* Exercise aim *
Write out each line of the entries below that holds the word "Avenida".

* Supplied entries *

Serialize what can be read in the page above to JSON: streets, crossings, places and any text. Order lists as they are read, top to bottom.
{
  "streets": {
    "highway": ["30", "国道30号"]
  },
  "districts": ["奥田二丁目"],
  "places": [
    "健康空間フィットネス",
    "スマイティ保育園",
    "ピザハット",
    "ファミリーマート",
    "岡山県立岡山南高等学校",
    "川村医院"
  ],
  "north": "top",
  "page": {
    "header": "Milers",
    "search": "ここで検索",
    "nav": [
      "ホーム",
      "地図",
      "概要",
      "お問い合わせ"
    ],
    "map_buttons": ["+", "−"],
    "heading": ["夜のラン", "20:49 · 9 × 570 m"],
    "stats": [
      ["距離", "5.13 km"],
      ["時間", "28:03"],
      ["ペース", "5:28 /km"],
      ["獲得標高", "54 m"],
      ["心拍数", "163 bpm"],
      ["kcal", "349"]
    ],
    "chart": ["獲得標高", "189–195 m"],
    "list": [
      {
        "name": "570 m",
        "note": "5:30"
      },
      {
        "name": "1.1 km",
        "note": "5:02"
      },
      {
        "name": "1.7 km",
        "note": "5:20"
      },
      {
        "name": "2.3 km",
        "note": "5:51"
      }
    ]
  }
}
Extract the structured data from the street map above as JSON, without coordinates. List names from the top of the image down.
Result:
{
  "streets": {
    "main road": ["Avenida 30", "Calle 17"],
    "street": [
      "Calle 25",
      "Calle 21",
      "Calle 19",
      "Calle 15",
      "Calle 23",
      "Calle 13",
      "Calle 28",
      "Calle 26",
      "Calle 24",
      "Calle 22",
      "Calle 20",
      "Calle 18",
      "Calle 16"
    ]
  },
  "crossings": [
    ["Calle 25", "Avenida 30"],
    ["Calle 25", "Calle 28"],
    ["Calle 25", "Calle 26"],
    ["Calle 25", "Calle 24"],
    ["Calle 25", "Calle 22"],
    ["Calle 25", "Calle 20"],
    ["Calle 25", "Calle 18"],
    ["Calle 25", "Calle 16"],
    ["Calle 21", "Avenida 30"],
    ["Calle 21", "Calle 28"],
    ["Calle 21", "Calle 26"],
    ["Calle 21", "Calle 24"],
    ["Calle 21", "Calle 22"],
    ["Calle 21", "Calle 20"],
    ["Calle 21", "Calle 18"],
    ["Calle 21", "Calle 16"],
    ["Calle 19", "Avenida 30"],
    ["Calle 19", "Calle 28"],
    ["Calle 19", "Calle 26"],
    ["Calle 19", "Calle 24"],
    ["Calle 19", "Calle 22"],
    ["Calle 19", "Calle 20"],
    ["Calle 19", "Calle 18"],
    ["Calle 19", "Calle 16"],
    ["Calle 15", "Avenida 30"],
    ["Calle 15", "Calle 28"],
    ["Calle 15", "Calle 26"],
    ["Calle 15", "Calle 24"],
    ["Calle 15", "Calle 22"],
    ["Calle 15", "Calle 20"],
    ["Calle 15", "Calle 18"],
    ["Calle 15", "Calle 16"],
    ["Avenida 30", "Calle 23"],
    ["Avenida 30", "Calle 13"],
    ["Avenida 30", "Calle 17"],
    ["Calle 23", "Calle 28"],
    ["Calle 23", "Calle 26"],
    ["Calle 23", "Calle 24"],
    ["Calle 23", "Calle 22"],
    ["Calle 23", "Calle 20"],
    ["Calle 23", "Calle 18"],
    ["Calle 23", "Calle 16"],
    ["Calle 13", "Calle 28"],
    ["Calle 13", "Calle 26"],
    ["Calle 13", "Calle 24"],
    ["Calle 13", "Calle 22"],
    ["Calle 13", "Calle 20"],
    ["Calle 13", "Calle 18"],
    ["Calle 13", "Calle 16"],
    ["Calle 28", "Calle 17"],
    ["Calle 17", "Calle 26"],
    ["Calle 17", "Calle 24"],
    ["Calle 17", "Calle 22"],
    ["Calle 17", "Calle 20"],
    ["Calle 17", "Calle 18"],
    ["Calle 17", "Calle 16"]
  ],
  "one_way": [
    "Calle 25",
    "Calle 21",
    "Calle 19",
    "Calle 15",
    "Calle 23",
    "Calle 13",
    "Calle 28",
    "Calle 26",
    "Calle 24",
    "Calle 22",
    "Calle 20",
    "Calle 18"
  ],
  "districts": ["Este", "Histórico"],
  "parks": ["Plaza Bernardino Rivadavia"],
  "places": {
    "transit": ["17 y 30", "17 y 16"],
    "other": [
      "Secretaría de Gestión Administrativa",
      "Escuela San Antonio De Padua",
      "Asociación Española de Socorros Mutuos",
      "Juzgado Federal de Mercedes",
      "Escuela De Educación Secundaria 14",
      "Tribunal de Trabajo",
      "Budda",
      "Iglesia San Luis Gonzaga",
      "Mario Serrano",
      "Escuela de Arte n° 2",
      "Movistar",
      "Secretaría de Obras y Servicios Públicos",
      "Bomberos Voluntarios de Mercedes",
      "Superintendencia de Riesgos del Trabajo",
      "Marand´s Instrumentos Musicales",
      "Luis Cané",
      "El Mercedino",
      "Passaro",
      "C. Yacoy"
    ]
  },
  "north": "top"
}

* Answer to the exercise *
    "main road": ["Avenida 30", "Calle 17"],
    ["Calle 25", "Avenida 30"],
    ["Calle 21", "Avenida 30"],
    ["Calle 19", "Avenida 30"],
    ["Calle 15", "Avenida 30"],
    ["Avenida 30", "Calle 23"],
    ["Avenida 30", "Calle 13"],
    ["Avenida 30", "Calle 17"],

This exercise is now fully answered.